WHAT THIS TASK INVOLVES
Within the following material, tally each line that contains the string "Parse". Give the tally only.

=== Begin Enclosure ===

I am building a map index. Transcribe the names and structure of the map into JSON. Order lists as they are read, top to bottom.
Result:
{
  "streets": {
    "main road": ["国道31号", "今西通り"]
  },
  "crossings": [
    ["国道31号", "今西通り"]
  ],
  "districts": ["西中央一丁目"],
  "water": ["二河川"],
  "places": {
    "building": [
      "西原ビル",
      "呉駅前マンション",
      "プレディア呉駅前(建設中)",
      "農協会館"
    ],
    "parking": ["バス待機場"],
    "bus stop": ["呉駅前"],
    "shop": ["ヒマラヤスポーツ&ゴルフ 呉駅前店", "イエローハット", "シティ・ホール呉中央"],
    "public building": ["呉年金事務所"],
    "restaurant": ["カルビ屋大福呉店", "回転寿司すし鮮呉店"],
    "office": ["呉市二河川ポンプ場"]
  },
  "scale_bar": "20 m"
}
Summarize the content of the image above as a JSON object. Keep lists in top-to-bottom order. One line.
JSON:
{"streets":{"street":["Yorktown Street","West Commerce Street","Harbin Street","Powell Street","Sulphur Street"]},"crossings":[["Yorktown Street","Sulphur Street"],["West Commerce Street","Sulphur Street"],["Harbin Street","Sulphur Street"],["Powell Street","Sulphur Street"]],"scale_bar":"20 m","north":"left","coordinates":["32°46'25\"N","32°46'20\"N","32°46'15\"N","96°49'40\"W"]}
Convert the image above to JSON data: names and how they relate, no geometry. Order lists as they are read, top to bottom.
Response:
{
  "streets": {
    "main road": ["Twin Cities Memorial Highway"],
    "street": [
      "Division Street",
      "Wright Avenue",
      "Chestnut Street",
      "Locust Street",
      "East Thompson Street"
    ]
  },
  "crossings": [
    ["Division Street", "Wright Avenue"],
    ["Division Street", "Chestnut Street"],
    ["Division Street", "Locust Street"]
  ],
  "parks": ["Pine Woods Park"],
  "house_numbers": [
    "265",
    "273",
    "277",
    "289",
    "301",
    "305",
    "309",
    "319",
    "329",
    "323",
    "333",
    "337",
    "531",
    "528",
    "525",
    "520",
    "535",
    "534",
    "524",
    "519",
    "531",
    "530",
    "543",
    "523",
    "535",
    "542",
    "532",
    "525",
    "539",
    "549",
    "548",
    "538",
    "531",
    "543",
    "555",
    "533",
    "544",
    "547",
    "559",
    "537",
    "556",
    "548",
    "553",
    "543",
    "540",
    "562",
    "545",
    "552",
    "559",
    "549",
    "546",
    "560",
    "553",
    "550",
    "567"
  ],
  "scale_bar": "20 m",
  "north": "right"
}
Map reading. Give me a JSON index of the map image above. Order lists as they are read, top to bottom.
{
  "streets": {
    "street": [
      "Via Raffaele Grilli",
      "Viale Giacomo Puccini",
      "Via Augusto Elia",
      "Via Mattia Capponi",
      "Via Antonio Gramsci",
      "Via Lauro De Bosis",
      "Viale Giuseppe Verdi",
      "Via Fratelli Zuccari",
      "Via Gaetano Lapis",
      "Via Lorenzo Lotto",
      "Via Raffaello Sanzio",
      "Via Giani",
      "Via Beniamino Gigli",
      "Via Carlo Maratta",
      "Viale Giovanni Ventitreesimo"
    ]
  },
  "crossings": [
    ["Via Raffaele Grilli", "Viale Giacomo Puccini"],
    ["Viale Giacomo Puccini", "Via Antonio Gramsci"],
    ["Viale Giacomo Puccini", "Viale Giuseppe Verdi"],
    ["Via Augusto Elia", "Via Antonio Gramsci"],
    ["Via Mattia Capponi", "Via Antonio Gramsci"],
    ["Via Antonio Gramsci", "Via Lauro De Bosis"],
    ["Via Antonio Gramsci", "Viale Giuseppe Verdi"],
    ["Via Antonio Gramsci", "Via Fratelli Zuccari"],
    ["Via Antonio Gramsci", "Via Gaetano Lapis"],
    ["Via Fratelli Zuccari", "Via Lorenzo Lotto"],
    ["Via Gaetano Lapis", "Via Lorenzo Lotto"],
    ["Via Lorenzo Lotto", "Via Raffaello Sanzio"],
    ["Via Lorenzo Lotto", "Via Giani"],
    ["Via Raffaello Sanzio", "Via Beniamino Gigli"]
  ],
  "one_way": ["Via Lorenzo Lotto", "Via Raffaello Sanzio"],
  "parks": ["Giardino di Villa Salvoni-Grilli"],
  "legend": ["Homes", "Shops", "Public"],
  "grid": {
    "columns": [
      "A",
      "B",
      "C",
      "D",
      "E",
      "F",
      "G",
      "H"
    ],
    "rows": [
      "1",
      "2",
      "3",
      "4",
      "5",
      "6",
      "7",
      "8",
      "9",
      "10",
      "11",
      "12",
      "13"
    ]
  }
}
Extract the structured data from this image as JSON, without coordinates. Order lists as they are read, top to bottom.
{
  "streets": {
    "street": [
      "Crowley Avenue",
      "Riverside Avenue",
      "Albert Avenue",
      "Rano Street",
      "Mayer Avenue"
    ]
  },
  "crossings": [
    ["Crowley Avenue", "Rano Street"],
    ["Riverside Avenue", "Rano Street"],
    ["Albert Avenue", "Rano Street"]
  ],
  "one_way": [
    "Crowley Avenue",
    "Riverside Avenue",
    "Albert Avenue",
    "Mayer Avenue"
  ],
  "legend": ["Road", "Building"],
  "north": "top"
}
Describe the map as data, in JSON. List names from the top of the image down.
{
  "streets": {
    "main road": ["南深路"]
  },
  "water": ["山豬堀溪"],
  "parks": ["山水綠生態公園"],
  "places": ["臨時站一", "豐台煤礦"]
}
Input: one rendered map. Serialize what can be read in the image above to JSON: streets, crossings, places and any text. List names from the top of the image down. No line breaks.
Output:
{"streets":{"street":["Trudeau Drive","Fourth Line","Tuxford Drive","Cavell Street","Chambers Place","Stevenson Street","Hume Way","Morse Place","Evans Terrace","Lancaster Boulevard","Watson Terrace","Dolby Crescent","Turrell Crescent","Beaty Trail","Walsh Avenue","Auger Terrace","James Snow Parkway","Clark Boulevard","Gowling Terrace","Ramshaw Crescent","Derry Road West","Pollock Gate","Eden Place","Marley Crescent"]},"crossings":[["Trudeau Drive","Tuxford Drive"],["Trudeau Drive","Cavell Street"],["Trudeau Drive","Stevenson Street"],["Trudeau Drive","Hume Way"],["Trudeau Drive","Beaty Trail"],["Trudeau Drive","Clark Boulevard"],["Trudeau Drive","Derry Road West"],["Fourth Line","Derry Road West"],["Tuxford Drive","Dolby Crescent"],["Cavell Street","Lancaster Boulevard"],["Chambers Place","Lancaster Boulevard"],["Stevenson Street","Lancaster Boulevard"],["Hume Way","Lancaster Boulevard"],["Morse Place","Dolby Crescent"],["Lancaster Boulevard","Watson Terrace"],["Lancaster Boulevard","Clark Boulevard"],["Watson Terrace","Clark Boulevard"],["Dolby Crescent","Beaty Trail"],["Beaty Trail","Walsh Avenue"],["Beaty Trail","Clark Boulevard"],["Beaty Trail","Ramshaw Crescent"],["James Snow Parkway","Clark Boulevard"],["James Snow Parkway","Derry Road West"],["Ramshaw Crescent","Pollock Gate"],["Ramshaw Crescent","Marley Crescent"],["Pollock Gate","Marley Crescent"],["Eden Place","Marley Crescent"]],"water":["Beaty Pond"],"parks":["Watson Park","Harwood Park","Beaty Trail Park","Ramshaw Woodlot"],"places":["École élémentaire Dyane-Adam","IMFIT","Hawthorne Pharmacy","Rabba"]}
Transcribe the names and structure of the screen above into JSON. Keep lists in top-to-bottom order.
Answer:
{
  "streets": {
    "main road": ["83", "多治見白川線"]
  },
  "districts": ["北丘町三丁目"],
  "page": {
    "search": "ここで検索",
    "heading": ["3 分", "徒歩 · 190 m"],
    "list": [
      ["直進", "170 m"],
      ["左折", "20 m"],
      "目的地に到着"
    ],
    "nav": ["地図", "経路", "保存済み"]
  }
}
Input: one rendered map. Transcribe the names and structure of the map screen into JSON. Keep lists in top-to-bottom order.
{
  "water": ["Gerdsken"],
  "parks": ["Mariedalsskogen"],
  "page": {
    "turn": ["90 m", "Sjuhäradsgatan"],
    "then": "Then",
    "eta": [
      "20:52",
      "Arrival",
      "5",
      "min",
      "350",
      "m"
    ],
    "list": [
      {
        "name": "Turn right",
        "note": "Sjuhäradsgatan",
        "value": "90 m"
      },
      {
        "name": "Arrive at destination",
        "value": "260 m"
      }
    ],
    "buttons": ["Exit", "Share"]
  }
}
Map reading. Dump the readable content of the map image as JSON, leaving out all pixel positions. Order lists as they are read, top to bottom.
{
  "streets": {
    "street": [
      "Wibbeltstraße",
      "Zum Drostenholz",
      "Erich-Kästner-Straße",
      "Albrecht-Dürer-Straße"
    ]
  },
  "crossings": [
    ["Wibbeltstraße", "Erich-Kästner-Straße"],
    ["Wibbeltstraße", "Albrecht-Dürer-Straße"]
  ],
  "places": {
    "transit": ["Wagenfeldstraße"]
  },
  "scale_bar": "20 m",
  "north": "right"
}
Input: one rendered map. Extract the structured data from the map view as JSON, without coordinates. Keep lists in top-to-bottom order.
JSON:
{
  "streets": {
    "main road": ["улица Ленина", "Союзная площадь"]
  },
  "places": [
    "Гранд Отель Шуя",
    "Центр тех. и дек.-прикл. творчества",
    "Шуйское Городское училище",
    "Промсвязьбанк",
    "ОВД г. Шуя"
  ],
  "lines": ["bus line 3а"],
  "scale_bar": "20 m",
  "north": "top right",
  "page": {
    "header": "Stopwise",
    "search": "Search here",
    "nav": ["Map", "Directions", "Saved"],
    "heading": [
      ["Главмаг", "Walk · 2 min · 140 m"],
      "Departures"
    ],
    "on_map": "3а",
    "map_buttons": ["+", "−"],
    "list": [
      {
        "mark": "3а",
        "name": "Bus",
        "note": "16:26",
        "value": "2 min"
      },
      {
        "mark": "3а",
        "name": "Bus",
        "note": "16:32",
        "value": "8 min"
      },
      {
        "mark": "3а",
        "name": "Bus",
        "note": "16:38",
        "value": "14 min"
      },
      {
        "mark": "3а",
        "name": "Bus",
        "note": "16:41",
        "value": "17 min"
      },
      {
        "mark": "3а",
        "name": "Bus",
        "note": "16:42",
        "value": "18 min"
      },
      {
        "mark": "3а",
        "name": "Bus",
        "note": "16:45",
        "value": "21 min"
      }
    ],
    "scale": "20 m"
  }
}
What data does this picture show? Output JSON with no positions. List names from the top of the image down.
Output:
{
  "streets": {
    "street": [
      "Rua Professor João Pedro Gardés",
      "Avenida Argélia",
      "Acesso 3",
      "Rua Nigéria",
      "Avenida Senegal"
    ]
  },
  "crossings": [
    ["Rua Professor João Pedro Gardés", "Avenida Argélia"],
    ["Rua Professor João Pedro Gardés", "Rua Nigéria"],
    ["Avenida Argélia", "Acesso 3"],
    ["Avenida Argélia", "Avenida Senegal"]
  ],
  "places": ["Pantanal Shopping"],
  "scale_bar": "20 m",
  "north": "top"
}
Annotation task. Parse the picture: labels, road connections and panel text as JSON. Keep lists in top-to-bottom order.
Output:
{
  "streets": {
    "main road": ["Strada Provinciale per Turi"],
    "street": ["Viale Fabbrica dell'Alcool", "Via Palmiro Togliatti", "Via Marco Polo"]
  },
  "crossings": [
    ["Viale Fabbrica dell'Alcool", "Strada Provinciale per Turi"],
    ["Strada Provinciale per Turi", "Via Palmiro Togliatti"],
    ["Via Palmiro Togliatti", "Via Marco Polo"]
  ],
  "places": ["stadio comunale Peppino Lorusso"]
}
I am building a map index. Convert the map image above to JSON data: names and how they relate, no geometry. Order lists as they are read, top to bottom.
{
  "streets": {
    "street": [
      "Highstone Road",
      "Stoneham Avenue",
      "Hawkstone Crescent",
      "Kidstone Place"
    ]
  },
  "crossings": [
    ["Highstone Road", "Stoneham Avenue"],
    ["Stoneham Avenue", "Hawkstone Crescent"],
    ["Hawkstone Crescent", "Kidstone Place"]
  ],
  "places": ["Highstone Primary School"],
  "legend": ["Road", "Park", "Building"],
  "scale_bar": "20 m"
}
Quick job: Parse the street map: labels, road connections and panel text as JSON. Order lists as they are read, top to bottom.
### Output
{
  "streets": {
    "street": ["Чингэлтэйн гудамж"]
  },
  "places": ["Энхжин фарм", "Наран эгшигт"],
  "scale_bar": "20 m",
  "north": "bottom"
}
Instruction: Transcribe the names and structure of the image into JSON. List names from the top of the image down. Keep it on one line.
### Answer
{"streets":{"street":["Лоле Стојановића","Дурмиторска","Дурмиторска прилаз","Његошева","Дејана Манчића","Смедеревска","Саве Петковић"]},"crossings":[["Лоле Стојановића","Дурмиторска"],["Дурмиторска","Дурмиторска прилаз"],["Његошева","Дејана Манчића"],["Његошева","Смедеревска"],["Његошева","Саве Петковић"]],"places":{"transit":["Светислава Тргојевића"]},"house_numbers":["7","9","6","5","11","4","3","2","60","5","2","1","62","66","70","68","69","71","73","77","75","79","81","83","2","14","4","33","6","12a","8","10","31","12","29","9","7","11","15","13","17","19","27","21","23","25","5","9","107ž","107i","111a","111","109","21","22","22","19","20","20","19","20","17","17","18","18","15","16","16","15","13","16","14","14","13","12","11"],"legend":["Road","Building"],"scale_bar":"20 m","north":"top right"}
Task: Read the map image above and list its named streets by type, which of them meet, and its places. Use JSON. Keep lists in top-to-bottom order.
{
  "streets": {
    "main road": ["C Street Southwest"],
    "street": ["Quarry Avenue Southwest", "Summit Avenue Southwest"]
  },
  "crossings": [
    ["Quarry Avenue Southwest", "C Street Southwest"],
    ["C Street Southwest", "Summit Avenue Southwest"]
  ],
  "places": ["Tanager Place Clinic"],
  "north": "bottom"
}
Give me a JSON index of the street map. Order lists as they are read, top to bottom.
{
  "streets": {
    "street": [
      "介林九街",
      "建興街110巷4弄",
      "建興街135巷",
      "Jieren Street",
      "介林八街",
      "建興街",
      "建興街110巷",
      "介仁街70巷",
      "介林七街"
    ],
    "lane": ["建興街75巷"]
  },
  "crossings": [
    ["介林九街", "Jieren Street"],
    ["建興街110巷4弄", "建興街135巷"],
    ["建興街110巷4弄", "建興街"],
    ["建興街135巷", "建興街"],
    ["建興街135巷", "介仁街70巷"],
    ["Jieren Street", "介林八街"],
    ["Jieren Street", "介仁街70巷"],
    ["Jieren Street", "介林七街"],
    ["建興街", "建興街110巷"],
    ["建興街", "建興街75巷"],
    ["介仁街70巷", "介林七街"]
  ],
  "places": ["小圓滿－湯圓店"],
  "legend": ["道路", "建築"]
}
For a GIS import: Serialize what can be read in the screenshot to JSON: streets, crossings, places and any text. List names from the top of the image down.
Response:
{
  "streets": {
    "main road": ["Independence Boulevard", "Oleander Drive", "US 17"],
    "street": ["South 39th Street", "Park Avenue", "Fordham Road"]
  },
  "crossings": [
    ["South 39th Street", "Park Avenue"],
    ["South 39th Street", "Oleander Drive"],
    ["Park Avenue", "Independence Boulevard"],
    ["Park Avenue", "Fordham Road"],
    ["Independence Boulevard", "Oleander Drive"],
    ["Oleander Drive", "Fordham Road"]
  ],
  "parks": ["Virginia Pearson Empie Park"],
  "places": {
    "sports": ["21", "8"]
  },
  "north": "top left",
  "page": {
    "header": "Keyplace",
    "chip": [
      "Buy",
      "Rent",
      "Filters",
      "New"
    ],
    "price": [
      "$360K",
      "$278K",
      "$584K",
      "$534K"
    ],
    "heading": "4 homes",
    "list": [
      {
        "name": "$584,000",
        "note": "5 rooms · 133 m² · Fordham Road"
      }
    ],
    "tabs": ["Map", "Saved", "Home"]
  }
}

=== End Enclosure ===

WORKED SOLUTION
2